● **Your objective**
Retype the whole listing verbatim and keep the pictures out of it.

● **Given information**
* * *

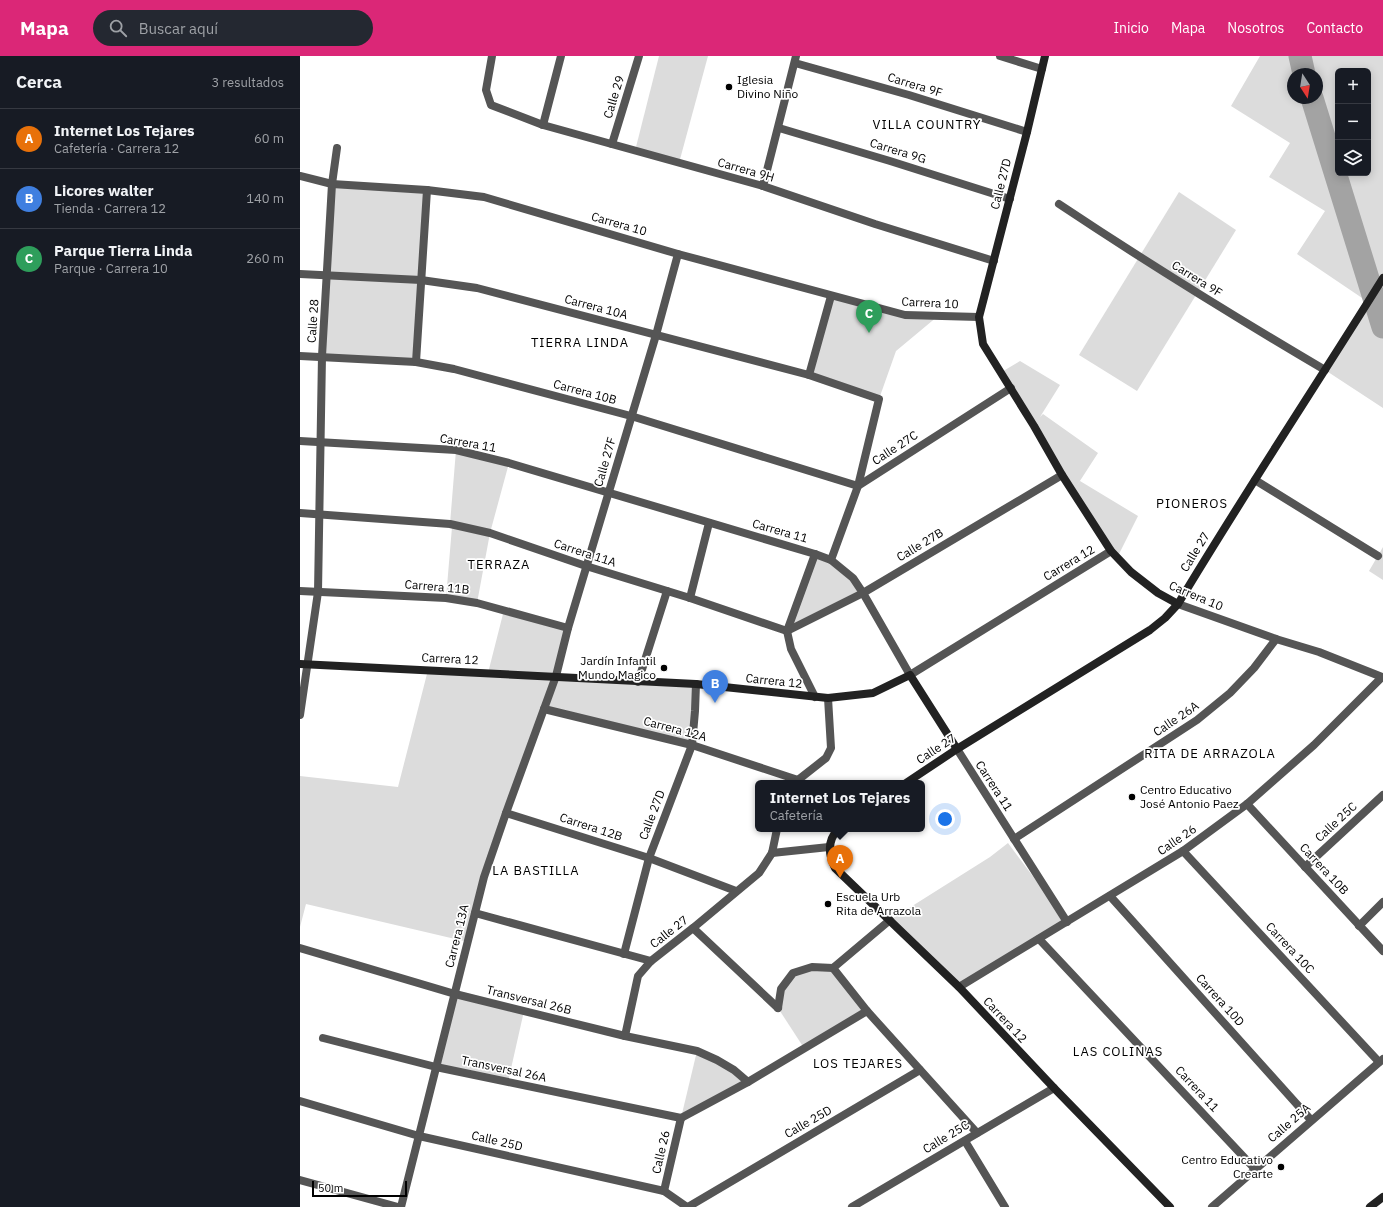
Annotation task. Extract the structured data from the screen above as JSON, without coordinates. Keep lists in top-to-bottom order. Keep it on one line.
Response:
{"streets":{"street":["Carrera 9F","Calle 29","Carrera 9G","Carrera 9H","Calle 27D","Carrera 10","Carrera 10A","Calle 28","Carrera 10B","Carrera 11","Calle 27C","Calle 27F","Calle 27B","Calle 27","Carrera 11A","Carrera 12","Carrera 11B","Calle 26A","Carrera 12A","Calle 25C","Carrera 12B","Calle 26","Carrera 13A","Carrera 10C","Transversal 26B","Carrera 10D","Transversal 26A","Calle 25D","Calle 25A"]},"crossings":[["Carrera 9F","Calle 27D"],["Carrera 9F","Calle 27"],["Calle 29","Carrera 9H"],["Carrera 9G","Calle 27D"],["Carrera 9H","Calle 27D"],["Calle 27D","Carrera 10"],["Calle 27D","Carrera 12"],["Calle 27D","Carrera 12A"],["Calle 27D","Carrera 12B"],["Carrera 10","Calle 28"],["Carrera 10","Calle 27C"],["Carrera 10","Calle 27F"],["Carrera 10","Calle 27B"],["Carrera 10","Calle 27"],["Carrera 10","Carrera 12"],["Carrera 10","Calle 26A"],["Carrera 10","Calle 26"],["Carrera 10A","Calle 28"],["Carrera 10A","Carrera 10B"],["Carrera 10A","Calle 27C"],["Carrera 10A","Calle 27F"],["Calle 28","Carrera 10B"],["Calle 28","Carrera 11"],["Calle 28","Carrera 11A"],["Calle 28","Carrera 12"],["Calle 28","Carrera 11B"],["Carrera 10B","Calle 27C"],["Carrera 10B","Calle 27F"],["Carrera 10B","Calle 25C"],["Carrera 10B","Calle 26"],["Carrera 11","Calle 27F"],["Carrera 11","Calle 27B"],["Carrera 11","Calle 27"],["Carrera 11","Carrera 12"],["Carrera 11","Calle 26A"],["Carrera 11","Calle 26"],["Carrera 11","Calle 25A"],["Calle 27F","Carrera 11A"],["Calle 27F","Carrera 12"],["Calle 27F","Carrera 11B"],["Calle 27F","Carrera 13A"],["Calle 27B","Carrera 11A"],["Calle 27","Carrera 12B"],["Calle 27","Transversal 26B"],["Carrera 12","Calle 25C"],["Carrera 12","Calle 26"],["Carrera 12","Carrera 13A"],["Carrera 12A","Carrera 13A"],["Carrera 12B","Carrera 13A"],["Calle 26","Carrera 10C"],["Calle 26","Carrera 10D"],["Calle 26","Transversal 26A"],["Calle 26","Calle 25D"],["Carrera 13A","Transversal 26B"],["Carrera 13A","Transversal 26A"],["Carrera 13A","Calle 25D"],["Carrera 10C","Calle 25A"],["Carrera 10D","Calle 25A"]],"districts":["VILLA COUNTRY","TIERRA LINDA","PIONEROS","TERRAZA","RITA DE ARRAZOLA","LA BASTILLA","LAS COLINAS","LOS TEJARES"],"places":["Iglesia Divino Niño","Jardín Infantil Mundo Magico","Centro Educativo José Antonio Paez","Escuela Urb Rita de Arrazola","Centro Educativo Crearte"],"scale_bar":"50 m","north":"bottom","page":{"header":"Mapa","search":"Buscar aquí","nav":["Inicio","Mapa","Nosotros","Contacto"],"heading":["Cerca","3 resultados"],"map_buttons":["+","−"],"list":[{"mark":"A","name":"Internet Los Tejares","note":"Cafetería · Carrera 12","value":"60 m"},{"mark":"B","name":"Licores walter","note":"Tienda · Carrera 12","value":"140 m"},{"mark":"C","name":"Parque Tierra Linda","note":"Parque · Carrera 10","value":"260 m"}],"pins":["C","B","A"],"popup":["Internet Los Tejares","Cafetería"],"scale":"50 m"}}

* * *

● **Answer for this exercise**
Annotation task. Extract the structured data from the screen above as JSON, without coordinates. Keep lists in top-to-bottom order. Keep it on one line.
Response:
{"streets":{"street":["Carrera 9F","Calle 29","Carrera 9G","Carrera 9H","Calle 27D","Carrera 10","Carrera 10A","Calle 28","Carrera 10B","Carrera 11","Calle 27C","Calle 27F","Calle 27B","Calle 27","Carrera 11A","Carrera 12","Carrera 11B","Calle 26A","Carrera 12A","Calle 25C","Carrera 12B","Calle 26","Carrera 13A","Carrera 10C","Transversal 26B","Carrera 10D","Transversal 26A","Calle 25D","Calle 25A"]},"crossings":[["Carrera 9F","Calle 27D"],["Carrera 9F","Calle 27"],["Calle 29","Carrera 9H"],["Carrera 9G","Calle 27D"],["Carrera 9H","Calle 27D"],["Calle 27D","Carrera 10"],["Calle 27D","Carrera 12"],["Calle 27D","Carrera 12A"],["Calle 27D","Carrera 12B"],["Carrera 10","Calle 28"],["Carrera 10","Calle 27C"],["Carrera 10","Calle 27F"],["Carrera 10","Calle 27B"],["Carrera 10","Calle 27"],["Carrera 10","Carrera 12"],["Carrera 10","Calle 26A"],["Carrera 10","Calle 26"],["Carrera 10A","Calle 28"],["Carrera 10A","Carrera 10B"],["Carrera 10A","Calle 27C"],["Carrera 10A","Calle 27F"],["Calle 28","Carrera 10B"],["Calle 28","Carrera 11"],["Calle 28","Carrera 11A"],["Calle 28","Carrera 12"],["Calle 28","Carrera 11B"],["Carrera 10B","Calle 27C"],["Carrera 10B","Calle 27F"],["Carrera 10B","Calle 25C"],["Carrera 10B","Calle 26"],["Carrera 11","Calle 27F"],["Carrera 11","Calle 27B"],["Carrera 11","Calle 27"],["Carrera 11","Carrera 12"],["Carrera 11","Calle 26A"],["Carrera 11","Calle 26"],["Carrera 11","Calle 25A"],["Calle 27F","Carrera 11A"],["Calle 27F","Carrera 12"],["Calle 27F","Carrera 11B"],["Calle 27F","Carrera 13A"],["Calle 27B","Carrera 11A"],["Calle 27","Carrera 12B"],["Calle 27","Transversal 26B"],["Carrera 12","Calle 25C"],["Carrera 12","Calle 26"],["Carrera 12","Carrera 13A"],["Carrera 12A","Carrera 13A"],["Carrera 12B","Carrera 13A"],["Calle 26","Carrera 10C"],["Calle 26","Carrera 10D"],["Calle 26","Transversal 26A"],["Calle 26","Calle 25D"],["Carrera 13A","Transversal 26B"],["Carrera 13A","Transversal 26A"],["Carrera 13A","Calle 25D"],["Carrera 10C","Calle 25A"],["Carrera 10D","Calle 25A"]],"districts":["VILLA COUNTRY","TIERRA LINDA","PIONEROS","TERRAZA","RITA DE ARRAZOLA","LA BASTILLA","LAS COLINAS","LOS TEJARES"],"places":["Iglesia Divino Niño","Jardín Infantil Mundo Magico","Centro Educativo José Antonio Paez","Escuela Urb Rita de Arrazola","Centro Educativo Crearte"],"scale_bar":"50 m","north":"bottom","page":{"header":"Mapa","search":"Buscar aquí","nav":["Inicio","Mapa","Nosotros","Contacto"],"heading":["Cerca","3 resultados"],"map_buttons":["+","−"],"list":[{"mark":"A","name":"Internet Los Tejares","note":"Cafetería · Carrera 12","value":"60 m"},{"mark":"B","name":"Licores walter","note":"Tienda · Carrera 12","value":"140 m"},{"mark":"C","name":"Parque Tierra Linda","note":"Parque · Carrera 10","value":"260 m"}],"pins":["C","B","A"],"popup":["Internet Los Tejares","Cafetería"],"scale":"50 m"}}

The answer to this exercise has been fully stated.